There’s more, and this is where it gets truly exciting. As we start to think about what we eat, what we drink and its provenance, with this comes the return of the artisan. Bakers who make real bread without preservatives, butchers that know the farmer, the herd and the process from farm to fork, and fruit and vegetable shops with the right produce in abundance, at the right time of year and price. Produce that tastes of something because it spent time in UK soil developing flavour. Now there is something special. Asparagus in April and May, tomatoes in summer, berries in autumn and lamb in spring. They all taste better and are cheaper in season and while it hasn’t quite happened yet, the small retailers are starting to reclaim the high street.

Capitalising on opportunity

Landlords with sensible rents and banks who have begun again to lend to real people are starting to make it possible.

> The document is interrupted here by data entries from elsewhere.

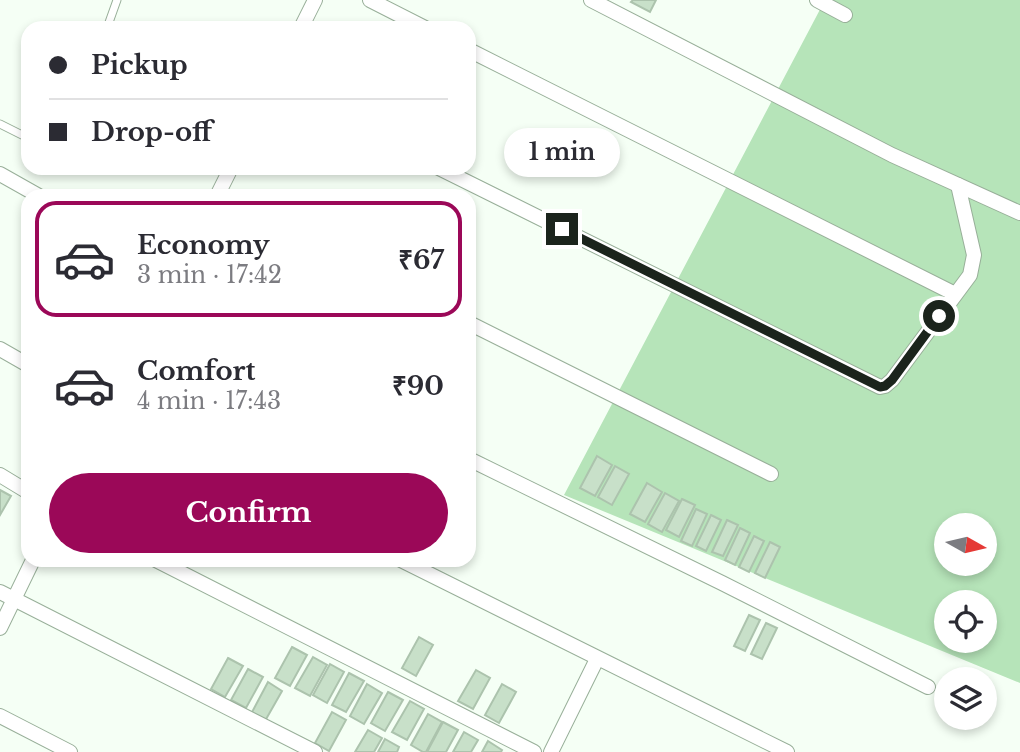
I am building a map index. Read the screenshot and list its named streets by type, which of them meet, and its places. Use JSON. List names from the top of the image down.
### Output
{
  "north": "right",
  "page": {
    "banner": ["Pickup", "Drop-off"],
    "bubble": "1 min",
    "list": [
      {
        "name": "Economy",
        "note": "3 min · 17:42",
        "value": "₹67"
      },
      {
        "name": "Comfort",
        "note": "4 min · 17:43",
        "value": "₹90"
      }
    ],
    "buttons": "Confirm"
  }
}
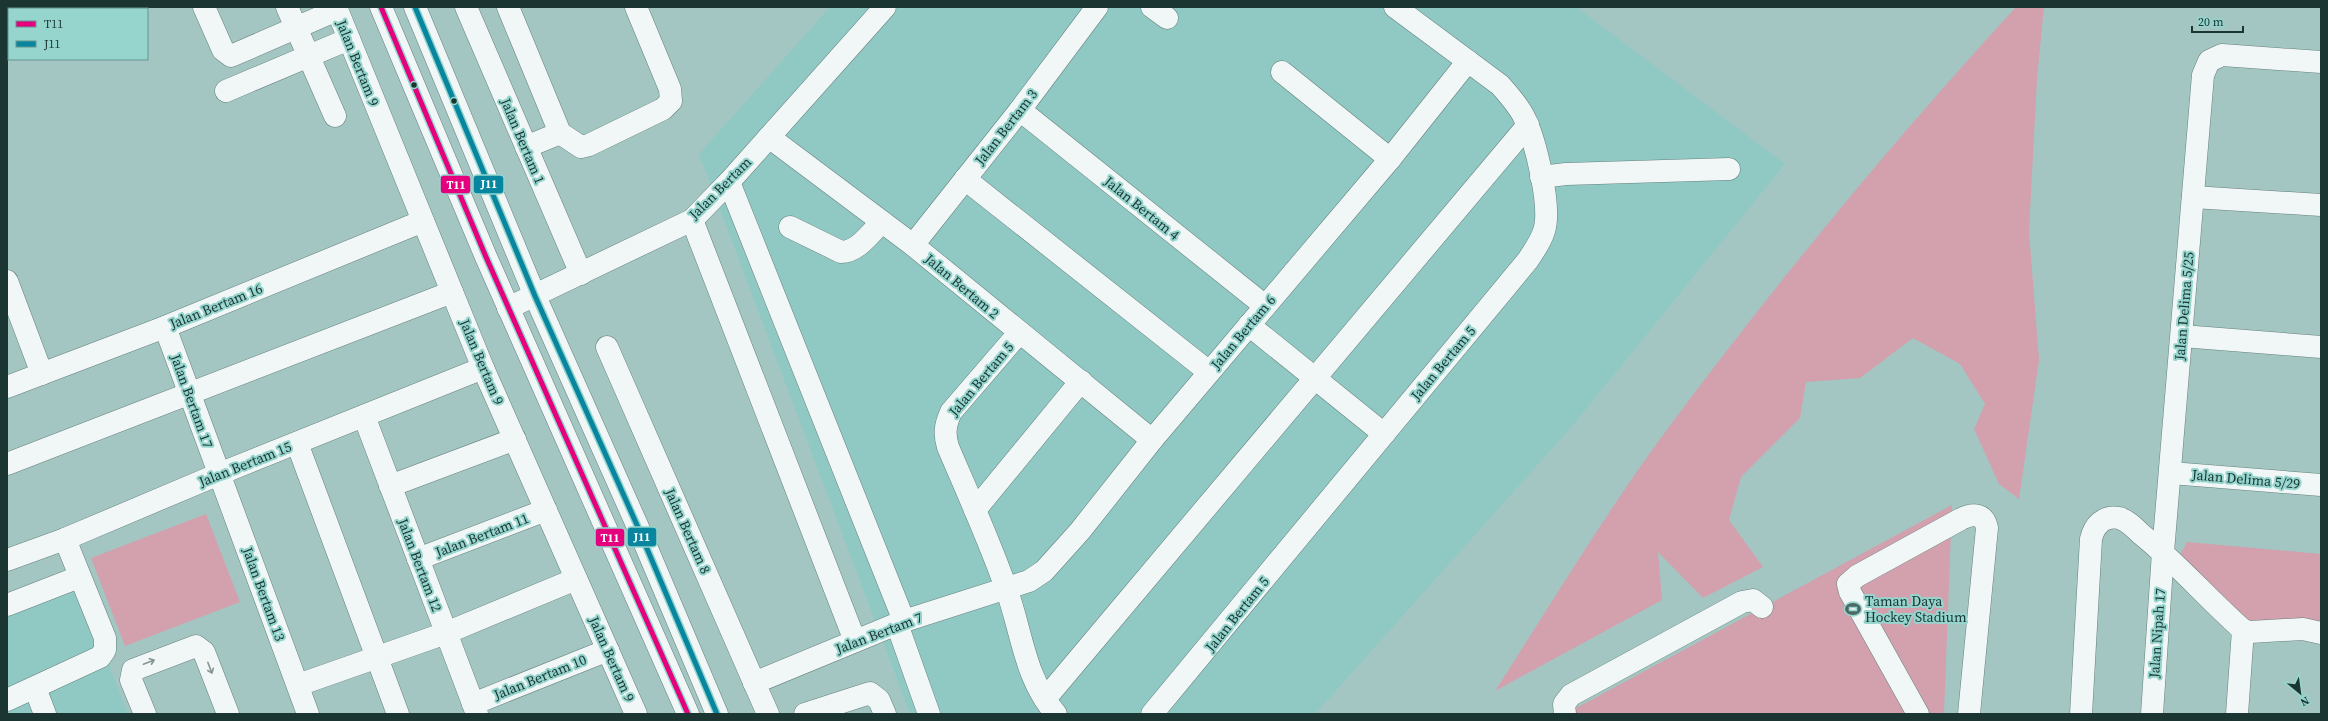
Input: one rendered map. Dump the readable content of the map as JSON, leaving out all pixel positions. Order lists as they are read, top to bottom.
{
  "streets": {
    "street": [
      "Jalan Bertam 9",
      "Jalan Bertam 3",
      "Jalan Bertam 1",
      "Jalan Bertam",
      "Jalan Bertam 4",
      "Jalan Bertam 2",
      "Jalan Bertam 16",
      "Jalan Delima 5/25",
      "Jalan Bertam 6",
      "Jalan Bertam 5",
      "Jalan Bertam 17",
      "Jalan Bertam 15",
      "Jalan Delima 5/29",
      "Jalan Bertam 8",
      "Jalan Bertam 11",
      "Jalan Bertam 12",
      "Jalan Bertam 13",
      "Jalan Bertam 7",
      "Jalan Nipah 17",
      "Jalan Bertam 10"
    ]
  },
  "crossings": [
    ["Jalan Bertam 9", "Jalan Bertam 16"],
    ["Jalan Bertam 9", "Jalan Bertam 15"],
    ["Jalan Bertam 9", "Jalan Bertam 11"],
    ["Jalan Bertam 9", "Jalan Bertam 10"],
    ["Jalan Bertam 3", "Jalan Bertam 4"],
    ["Jalan Bertam 3", "Jalan Bertam 2"],
    ["Jalan Bertam 1", "Jalan Bertam"],
    ["Jalan Bertam", "Jalan Bertam 2"],
    ["Jalan Bertam 4", "Jalan Bertam 6"],
    ["Jalan Bertam 2", "Jalan Bertam 6"],
    ["Jalan Bertam 2", "Jalan Bertam 5"],
    ["Jalan Bertam 16", "Jalan Bertam 17"],
    ["Jalan Delima 5/25", "Jalan Delima 5/29"],
    ["Jalan Delima 5/25", "Jalan Nipah 17"],
    ["Jalan Bertam 6", "Jalan Bertam 5"],
    ["Jalan Bertam 6", "Jalan Bertam 7"],
    ["Jalan Bertam 5", "Jalan Bertam 7"],
    ["Jalan Bertam 17", "Jalan Bertam 15"],
    ["Jalan Bertam 17", "Jalan Bertam 13"],
    ["Jalan Bertam 15", "Jalan Bertam 12"],
    ["Jalan Bertam 15", "Jalan Bertam 13"],
    ["Jalan Bertam 8", "Jalan Bertam 7"],
    ["Jalan Bertam 11", "Jalan Bertam 12"],
    ["Jalan Bertam 12", "Jalan Bertam 10"]
  ],
  "places": {
    "sports": ["Taman Daya Hockey Stadium"]
  },
  "lines": ["transit line T11", "transit line J11"],
  "legend": ["T11", "J11"],
  "scale_bar": "20 m",
  "north": "bottom right"
}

These are the things you just can’t get, with integrity, online: real people, selling real produce, who understand their products and deliver them with honesty and passion. We ‘see more farmers’ markets back in towns and cities and relationships developing between customer and vendor. The weird thing is, this is what used to happen, and it worked brilliantly for a good 400 years. In life terms, the big retailers and their huge shops were just a blip on the retail radar. Our town centres are the supermarkets of the future. The little guy has learnt from the big chains: how to display their produce, how to simplify the supply chain and how to be a better retailer, and now they are reclaiming their crown.

It is an exciting time and people have never been as concerned about the provenance of goods as they are now. They want to know where it’s from and its route to market. People are spurning volume for taste and they understand that time and effort costs a little more. It’s a slow process but it is happening. The third revolution is underway, and we can all be a part of it. This is what made us the nation of shopkeepers we once were and what will once again deliver the great in Great Britain.